Which I will do with a proper keyboard because this ios touch screen in cramped quarters is no good.
I am home. In a new little apartment with a room mate I have seen awake yet, and a kitchen that is unfamiliar and a bathroom that i already love. I am looking forward to a lot of this home, but I would like to share with you some highlights of former homes.

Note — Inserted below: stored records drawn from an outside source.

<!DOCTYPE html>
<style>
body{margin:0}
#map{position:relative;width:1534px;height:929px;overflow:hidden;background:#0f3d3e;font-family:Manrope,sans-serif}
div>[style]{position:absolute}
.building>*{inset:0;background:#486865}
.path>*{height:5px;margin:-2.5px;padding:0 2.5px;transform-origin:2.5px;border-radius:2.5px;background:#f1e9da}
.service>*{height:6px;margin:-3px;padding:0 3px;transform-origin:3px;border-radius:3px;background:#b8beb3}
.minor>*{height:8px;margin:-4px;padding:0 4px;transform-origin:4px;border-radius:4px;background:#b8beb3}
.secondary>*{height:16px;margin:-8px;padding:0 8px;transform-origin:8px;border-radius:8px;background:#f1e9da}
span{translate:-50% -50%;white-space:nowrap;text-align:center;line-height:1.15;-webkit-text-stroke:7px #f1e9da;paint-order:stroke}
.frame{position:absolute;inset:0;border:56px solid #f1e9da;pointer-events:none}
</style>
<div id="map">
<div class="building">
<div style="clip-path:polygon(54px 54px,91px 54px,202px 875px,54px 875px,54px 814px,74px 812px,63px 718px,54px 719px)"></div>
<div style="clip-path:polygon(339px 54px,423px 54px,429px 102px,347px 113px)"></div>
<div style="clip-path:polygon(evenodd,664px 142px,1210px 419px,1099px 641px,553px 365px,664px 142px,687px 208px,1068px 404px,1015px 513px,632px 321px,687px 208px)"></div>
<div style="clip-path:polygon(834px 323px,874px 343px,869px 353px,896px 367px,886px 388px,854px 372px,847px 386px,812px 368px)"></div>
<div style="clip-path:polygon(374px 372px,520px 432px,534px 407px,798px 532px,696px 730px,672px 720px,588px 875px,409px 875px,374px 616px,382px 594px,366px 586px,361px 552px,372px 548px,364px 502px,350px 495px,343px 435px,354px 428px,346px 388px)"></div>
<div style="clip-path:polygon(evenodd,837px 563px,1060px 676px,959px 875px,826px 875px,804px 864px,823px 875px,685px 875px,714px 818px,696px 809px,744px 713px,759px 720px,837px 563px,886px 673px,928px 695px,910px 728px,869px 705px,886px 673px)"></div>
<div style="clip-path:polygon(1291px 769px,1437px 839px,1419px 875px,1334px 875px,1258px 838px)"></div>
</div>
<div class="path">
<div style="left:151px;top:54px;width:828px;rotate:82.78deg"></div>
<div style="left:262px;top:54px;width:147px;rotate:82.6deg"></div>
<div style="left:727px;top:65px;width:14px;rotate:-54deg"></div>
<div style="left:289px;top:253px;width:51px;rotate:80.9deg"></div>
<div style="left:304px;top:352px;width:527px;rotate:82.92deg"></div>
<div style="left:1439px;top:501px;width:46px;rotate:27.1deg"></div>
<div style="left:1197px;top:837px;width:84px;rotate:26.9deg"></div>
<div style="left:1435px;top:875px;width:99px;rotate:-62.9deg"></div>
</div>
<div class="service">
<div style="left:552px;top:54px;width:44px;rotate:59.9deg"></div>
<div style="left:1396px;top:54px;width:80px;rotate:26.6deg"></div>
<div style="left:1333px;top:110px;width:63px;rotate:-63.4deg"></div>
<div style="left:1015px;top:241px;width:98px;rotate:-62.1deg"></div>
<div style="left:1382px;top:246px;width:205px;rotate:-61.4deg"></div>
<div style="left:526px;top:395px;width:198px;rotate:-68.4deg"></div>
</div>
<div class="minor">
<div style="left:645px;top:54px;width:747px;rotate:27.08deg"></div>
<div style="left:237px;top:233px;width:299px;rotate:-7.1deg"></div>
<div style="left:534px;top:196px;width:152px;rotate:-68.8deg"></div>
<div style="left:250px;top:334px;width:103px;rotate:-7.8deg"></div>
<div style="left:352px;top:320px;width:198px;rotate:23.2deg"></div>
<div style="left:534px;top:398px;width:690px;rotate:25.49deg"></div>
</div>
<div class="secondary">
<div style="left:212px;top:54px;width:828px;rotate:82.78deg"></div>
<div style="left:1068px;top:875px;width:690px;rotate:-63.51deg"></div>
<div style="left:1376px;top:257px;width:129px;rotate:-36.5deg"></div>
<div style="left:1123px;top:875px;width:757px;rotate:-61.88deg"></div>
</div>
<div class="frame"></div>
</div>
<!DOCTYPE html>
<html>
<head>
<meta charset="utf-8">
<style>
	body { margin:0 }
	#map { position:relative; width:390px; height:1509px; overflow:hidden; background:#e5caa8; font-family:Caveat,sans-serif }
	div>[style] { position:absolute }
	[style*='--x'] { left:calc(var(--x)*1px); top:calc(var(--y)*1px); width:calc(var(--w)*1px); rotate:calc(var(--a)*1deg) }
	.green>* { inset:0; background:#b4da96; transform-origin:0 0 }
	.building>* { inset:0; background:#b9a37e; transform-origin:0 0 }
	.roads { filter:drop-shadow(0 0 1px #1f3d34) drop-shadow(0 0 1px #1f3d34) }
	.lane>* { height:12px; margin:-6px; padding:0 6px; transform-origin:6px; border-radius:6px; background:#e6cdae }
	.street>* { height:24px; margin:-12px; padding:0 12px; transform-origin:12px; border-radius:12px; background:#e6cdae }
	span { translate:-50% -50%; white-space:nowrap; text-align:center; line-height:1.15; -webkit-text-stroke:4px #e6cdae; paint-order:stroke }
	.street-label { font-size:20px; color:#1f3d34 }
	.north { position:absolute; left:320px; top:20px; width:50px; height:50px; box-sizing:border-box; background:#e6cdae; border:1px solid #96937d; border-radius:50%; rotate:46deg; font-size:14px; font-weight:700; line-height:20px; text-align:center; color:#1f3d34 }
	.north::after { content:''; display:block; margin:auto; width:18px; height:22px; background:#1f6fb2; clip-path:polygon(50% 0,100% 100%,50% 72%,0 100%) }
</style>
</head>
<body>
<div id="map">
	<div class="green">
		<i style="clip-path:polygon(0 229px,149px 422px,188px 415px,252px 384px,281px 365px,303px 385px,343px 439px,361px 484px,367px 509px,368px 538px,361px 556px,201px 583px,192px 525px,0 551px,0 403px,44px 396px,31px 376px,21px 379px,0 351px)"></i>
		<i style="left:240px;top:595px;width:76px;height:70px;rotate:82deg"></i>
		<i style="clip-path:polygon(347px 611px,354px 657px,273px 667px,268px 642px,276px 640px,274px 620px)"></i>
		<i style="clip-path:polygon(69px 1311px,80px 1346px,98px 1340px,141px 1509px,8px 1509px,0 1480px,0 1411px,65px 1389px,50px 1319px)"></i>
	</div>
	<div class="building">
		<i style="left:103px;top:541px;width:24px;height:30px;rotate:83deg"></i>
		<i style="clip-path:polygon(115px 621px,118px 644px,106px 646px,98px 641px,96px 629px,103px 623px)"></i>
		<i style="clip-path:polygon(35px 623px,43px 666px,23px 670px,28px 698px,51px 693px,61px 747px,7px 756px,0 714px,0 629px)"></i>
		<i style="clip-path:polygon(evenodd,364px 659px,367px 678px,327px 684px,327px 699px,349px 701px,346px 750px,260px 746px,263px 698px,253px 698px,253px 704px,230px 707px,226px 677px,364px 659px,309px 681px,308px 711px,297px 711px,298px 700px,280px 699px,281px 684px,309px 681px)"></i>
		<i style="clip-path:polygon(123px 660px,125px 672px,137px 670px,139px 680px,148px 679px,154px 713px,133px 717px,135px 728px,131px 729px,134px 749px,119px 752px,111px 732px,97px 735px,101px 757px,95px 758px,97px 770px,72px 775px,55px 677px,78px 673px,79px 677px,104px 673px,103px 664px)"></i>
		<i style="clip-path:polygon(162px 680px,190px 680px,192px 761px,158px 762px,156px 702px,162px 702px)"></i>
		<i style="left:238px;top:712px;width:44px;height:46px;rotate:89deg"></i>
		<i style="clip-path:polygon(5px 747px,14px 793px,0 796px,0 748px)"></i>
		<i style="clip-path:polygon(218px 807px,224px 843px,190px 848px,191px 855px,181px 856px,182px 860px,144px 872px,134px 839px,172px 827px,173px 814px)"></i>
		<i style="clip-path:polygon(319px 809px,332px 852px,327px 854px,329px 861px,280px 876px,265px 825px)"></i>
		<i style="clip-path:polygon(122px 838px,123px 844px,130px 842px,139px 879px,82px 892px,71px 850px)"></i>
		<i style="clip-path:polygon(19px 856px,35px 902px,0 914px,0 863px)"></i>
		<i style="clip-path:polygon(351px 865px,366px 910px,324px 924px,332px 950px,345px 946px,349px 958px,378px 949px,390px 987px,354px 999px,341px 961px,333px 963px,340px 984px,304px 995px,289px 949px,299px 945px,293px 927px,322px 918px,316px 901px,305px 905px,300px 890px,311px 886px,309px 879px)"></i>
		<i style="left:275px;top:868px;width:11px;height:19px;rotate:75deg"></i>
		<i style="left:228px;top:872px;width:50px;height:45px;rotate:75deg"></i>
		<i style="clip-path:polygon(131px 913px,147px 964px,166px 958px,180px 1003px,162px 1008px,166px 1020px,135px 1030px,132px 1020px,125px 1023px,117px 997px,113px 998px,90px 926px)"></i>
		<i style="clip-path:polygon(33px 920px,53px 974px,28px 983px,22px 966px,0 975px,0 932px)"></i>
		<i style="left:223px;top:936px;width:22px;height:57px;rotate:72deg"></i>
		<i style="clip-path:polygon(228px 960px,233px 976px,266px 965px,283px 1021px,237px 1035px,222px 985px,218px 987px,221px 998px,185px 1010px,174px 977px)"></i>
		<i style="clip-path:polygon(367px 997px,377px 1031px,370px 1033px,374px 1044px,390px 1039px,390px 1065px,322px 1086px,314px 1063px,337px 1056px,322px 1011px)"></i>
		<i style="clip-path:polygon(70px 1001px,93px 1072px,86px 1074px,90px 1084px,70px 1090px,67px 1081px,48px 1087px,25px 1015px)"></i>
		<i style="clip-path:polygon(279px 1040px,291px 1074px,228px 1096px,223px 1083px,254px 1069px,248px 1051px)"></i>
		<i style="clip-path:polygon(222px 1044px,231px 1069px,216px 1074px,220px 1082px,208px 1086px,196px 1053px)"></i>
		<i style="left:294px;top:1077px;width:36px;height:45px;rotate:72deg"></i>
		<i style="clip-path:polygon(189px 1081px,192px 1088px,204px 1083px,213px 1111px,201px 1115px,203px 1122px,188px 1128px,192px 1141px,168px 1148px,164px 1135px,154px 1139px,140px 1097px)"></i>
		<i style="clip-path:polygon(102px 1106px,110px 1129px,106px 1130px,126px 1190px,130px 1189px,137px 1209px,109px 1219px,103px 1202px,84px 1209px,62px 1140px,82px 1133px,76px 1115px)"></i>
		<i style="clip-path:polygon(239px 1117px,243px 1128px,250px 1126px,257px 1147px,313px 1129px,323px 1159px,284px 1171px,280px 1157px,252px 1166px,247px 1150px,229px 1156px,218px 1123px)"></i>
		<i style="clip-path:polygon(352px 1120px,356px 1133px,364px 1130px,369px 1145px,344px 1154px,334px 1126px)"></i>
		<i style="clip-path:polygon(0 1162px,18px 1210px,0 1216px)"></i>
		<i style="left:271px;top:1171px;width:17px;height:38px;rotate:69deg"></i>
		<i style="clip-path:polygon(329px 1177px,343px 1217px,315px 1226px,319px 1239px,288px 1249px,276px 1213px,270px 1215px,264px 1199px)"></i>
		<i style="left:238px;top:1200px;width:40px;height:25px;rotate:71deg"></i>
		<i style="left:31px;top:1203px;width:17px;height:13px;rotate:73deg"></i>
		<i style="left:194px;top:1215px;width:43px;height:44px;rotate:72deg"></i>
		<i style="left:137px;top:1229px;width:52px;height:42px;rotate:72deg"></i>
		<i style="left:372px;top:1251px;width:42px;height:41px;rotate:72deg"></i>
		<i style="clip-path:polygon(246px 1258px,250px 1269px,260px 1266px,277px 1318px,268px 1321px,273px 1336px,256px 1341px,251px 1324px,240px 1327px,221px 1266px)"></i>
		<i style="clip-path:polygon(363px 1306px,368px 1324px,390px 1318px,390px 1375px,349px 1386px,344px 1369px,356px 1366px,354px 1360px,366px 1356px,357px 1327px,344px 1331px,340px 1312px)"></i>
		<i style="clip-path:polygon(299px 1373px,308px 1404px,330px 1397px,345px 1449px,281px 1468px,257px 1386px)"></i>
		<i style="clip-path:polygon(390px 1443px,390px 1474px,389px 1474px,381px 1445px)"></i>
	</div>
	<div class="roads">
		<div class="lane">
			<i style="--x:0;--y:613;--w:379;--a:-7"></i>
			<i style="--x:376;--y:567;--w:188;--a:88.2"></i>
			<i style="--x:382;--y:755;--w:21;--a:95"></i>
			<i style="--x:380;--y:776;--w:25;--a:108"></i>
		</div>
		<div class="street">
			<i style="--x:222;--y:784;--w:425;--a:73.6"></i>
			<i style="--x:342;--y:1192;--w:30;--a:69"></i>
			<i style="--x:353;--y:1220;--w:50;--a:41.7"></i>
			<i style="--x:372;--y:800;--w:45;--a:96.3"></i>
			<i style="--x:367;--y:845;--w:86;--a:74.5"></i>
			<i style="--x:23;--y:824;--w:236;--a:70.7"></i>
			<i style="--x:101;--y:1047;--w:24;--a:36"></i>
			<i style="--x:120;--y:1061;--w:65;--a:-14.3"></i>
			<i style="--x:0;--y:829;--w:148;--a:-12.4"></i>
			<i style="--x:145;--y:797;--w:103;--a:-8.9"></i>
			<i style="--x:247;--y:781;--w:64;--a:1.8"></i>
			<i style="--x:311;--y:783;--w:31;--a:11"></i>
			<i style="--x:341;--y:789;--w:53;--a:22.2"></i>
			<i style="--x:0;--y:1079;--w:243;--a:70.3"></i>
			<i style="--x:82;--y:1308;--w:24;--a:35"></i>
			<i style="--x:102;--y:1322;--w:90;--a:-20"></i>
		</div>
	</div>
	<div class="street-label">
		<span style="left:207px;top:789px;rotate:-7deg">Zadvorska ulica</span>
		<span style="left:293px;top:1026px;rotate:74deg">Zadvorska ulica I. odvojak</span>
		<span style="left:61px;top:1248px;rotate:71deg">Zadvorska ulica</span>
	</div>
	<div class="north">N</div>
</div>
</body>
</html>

I grew up in Chifley, in a former three bedroom, now five bedroom house. We had great neighbours, we were close to school, we were close to a green belt and a BMX dirt track. We were walking distance from a little shop and a big shop. I grew up with three siblings and church pastor parents, so our house was always full of people and noises and music. I loved it because it was warm and friendly and safe and empowering. Our parents trusted us kids a lot, and therefore gave us a ton of freedom. We were well comforted, well fed, well educated and our father spent a lot of our childhood reading us books until the wee hours of the night (7pm). Unlike a lot of my peers I lived in that house for my entire childhood except 9 months that we lived with my grandmother to take care of her. My parents still live in that house, and it is still lovely to visit.
House of Love.
At 19 I moved out of home to a three bedroom house in the deep south of Canberra to be closer to my work place. I ended up living with a large collection of people. First three, then two, then four, then two, with an eclectic bunch of friends and family sleeping on our couches. We cooked, and had fires, and had parties, and recorded bands, and wrote music, and occasionally cleaned. We were a hub of a strange community that i loved and cherished. We cut down many trees, a tree house and so many bushes that 3 years after moving in the owner came to visit and was like “where’d that bush go?” and we legitimately didn’t remember what bush he was talking about.
At 23 I moved out of The house of Love and moved into a bigger crazier version called Lewis House in Newcastle. First time living out of Canberra, i would then live there on and off for five years. I had an American room mate – John, an Aussie roommate – Evan, A Japanese Hawaiian Roommate – Jeff (and Micah for 3 months) and for the longest period a Kiwi – Michael. They all taught me a huge bunch of things, they gave me space to be awesome and crap. And surrounding these amazing dudes was a community that was sometimes 50 and sometimes 120 people, all with similar goals and dreams, but with unique flavours and personalities that meant for an amazing adventurous fun time.
And now, at 29 I move to a different country. With a very different culture and language, and for a time i get to room with an amazing Korean dude and work with a French-Candadian, an Australian, a Swede and a Belgian and many more besides in this new home.
Thank you to all who have been home to me. Thats the other part of home – other than where i unpack my stuff.
I was hanging out with Luke Summerell one time and it finally dawned on me. Luke is home for me. As well as many other people on the planet. Wherever i hang out with Luke, I’m home. Whenever i talk with Luke, I’m home. Even when I iMessage him from a billion miles away, I am home. As well as a lot of you reading this. I am home with you.